Exercise brief:
Please return every line in the entries below with the word "linecap" in it.
[[ Task inputs open ]]
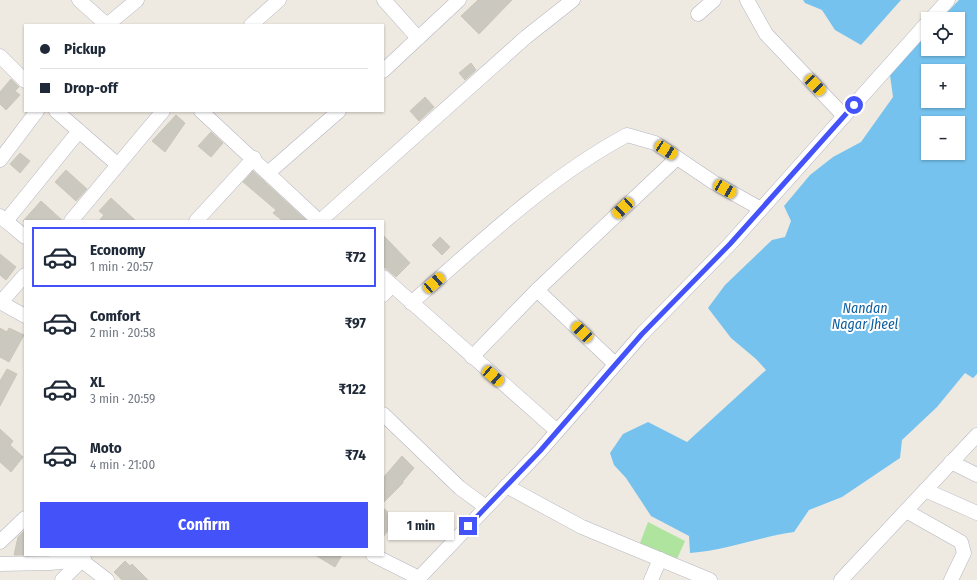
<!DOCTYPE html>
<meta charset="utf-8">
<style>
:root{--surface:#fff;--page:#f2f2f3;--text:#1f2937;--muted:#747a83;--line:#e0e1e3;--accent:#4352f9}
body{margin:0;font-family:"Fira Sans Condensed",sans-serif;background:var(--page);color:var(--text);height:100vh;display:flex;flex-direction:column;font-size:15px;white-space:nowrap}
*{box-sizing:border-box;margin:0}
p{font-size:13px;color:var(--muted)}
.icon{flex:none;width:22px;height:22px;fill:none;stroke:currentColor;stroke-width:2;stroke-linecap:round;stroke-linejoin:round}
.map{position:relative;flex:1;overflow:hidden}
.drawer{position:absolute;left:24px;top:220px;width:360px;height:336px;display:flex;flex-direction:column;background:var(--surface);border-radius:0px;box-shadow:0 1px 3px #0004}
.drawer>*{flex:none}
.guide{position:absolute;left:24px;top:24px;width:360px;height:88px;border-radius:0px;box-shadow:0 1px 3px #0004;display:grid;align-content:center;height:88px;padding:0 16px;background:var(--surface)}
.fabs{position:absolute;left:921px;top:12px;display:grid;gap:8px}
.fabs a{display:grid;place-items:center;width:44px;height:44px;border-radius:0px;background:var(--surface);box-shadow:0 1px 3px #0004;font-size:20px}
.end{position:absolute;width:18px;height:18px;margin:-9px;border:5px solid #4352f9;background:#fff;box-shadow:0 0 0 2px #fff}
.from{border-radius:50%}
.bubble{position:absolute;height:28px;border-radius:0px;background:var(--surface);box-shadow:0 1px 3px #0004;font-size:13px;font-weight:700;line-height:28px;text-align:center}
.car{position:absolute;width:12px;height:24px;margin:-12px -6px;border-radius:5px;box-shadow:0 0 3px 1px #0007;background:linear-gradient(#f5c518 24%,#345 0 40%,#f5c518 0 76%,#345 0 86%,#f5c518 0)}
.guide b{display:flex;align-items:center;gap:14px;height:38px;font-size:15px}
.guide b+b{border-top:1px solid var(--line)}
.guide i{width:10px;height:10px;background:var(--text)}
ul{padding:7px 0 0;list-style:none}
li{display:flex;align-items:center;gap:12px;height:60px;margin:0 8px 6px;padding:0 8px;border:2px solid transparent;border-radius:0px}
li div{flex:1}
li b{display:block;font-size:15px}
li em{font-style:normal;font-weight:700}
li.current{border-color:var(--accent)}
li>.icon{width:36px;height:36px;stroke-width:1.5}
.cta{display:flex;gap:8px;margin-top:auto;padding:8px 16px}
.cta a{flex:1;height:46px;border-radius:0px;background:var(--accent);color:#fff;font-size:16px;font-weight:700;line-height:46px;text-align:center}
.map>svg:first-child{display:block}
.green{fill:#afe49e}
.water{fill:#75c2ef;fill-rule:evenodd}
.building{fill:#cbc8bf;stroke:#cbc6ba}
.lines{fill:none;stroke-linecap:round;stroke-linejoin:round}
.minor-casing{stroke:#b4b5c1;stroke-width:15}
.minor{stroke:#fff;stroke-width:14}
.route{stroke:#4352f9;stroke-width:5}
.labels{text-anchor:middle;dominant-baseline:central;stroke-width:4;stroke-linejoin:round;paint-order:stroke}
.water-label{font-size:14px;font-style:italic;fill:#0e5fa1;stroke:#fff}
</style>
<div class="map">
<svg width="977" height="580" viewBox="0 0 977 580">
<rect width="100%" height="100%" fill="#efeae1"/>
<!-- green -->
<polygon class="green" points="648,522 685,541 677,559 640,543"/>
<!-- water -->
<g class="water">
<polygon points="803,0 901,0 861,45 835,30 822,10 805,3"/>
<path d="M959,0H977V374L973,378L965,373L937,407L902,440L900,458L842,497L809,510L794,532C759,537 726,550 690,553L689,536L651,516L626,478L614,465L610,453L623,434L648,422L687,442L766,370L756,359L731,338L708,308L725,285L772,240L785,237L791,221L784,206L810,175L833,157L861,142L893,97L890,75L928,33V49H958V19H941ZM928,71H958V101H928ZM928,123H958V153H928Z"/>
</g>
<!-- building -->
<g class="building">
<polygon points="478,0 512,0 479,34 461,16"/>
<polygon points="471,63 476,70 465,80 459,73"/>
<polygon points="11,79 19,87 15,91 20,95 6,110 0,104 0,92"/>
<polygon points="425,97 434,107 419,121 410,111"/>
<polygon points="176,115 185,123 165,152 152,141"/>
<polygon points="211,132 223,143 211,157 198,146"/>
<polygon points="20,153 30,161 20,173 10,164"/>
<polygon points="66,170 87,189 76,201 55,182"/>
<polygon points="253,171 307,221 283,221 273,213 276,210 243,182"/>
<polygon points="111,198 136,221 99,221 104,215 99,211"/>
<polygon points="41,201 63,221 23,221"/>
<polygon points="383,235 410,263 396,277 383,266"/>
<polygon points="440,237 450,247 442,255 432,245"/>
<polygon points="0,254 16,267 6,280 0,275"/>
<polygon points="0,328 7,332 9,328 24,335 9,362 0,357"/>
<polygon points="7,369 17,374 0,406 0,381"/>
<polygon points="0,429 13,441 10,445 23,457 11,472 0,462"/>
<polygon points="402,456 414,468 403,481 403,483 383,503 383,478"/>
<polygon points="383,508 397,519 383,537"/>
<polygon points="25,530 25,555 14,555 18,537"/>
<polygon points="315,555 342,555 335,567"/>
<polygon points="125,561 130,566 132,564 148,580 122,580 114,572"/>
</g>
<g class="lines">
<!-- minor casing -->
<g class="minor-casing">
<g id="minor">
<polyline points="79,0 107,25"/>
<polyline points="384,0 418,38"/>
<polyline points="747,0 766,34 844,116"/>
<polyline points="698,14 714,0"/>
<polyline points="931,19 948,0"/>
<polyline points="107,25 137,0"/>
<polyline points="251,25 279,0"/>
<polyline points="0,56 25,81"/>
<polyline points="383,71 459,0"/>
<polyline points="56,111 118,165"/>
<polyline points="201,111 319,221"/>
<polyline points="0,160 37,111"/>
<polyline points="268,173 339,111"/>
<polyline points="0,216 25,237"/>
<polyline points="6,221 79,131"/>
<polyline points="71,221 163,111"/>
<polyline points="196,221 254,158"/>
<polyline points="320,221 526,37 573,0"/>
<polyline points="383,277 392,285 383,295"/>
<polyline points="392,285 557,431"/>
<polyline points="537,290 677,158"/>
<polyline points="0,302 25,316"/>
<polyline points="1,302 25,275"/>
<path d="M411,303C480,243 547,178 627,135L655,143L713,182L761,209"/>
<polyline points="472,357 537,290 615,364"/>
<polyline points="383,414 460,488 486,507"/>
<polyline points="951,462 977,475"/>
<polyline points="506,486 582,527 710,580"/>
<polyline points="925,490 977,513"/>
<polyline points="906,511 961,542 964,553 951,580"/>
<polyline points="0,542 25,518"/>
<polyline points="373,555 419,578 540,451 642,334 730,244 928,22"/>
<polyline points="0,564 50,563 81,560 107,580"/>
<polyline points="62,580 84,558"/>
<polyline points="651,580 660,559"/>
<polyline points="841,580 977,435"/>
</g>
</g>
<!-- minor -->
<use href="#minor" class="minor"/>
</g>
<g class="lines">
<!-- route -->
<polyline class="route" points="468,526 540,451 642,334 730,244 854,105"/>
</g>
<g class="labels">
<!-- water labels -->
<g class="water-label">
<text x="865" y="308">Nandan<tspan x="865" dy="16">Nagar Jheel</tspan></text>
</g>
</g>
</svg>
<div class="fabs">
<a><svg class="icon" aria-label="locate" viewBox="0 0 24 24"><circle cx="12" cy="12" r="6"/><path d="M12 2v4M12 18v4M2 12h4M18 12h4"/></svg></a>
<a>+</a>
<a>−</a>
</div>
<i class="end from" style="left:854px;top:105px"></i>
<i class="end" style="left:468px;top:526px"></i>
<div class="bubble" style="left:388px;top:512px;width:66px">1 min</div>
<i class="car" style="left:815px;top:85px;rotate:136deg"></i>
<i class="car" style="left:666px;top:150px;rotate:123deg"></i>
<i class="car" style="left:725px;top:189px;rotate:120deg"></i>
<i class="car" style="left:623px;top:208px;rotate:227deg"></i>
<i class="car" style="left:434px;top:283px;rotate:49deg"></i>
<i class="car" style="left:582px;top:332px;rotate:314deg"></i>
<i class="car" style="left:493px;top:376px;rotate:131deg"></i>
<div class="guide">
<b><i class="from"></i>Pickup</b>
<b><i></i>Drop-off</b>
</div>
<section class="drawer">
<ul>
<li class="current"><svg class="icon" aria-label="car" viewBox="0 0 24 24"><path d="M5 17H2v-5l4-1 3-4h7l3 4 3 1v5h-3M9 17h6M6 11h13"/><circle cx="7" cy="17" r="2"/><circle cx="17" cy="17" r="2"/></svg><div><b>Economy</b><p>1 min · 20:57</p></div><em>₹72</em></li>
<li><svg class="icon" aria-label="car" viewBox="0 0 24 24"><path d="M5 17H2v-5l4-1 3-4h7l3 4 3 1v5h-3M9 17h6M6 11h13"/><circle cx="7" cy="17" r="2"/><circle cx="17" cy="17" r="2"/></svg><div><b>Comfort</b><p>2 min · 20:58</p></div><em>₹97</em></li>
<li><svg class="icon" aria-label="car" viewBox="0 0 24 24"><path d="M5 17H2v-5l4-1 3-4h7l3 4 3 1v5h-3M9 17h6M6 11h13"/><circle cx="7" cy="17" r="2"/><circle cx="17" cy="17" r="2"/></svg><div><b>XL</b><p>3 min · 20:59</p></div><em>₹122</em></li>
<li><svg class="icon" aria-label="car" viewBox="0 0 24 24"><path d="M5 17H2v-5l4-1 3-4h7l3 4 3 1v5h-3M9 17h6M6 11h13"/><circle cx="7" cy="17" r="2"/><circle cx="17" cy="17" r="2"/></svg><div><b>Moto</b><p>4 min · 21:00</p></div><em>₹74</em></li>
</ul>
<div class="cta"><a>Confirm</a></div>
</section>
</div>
[[ Task inputs closed ]]
Task response:
.icon{flex:none;width:22px;height:22px;fill:none;stroke:currentColor;stroke-width:2;stroke-linecap:round;stroke-linejoin:round}
.lines{fill:none;stroke-linecap:round;stroke-linejoin:round}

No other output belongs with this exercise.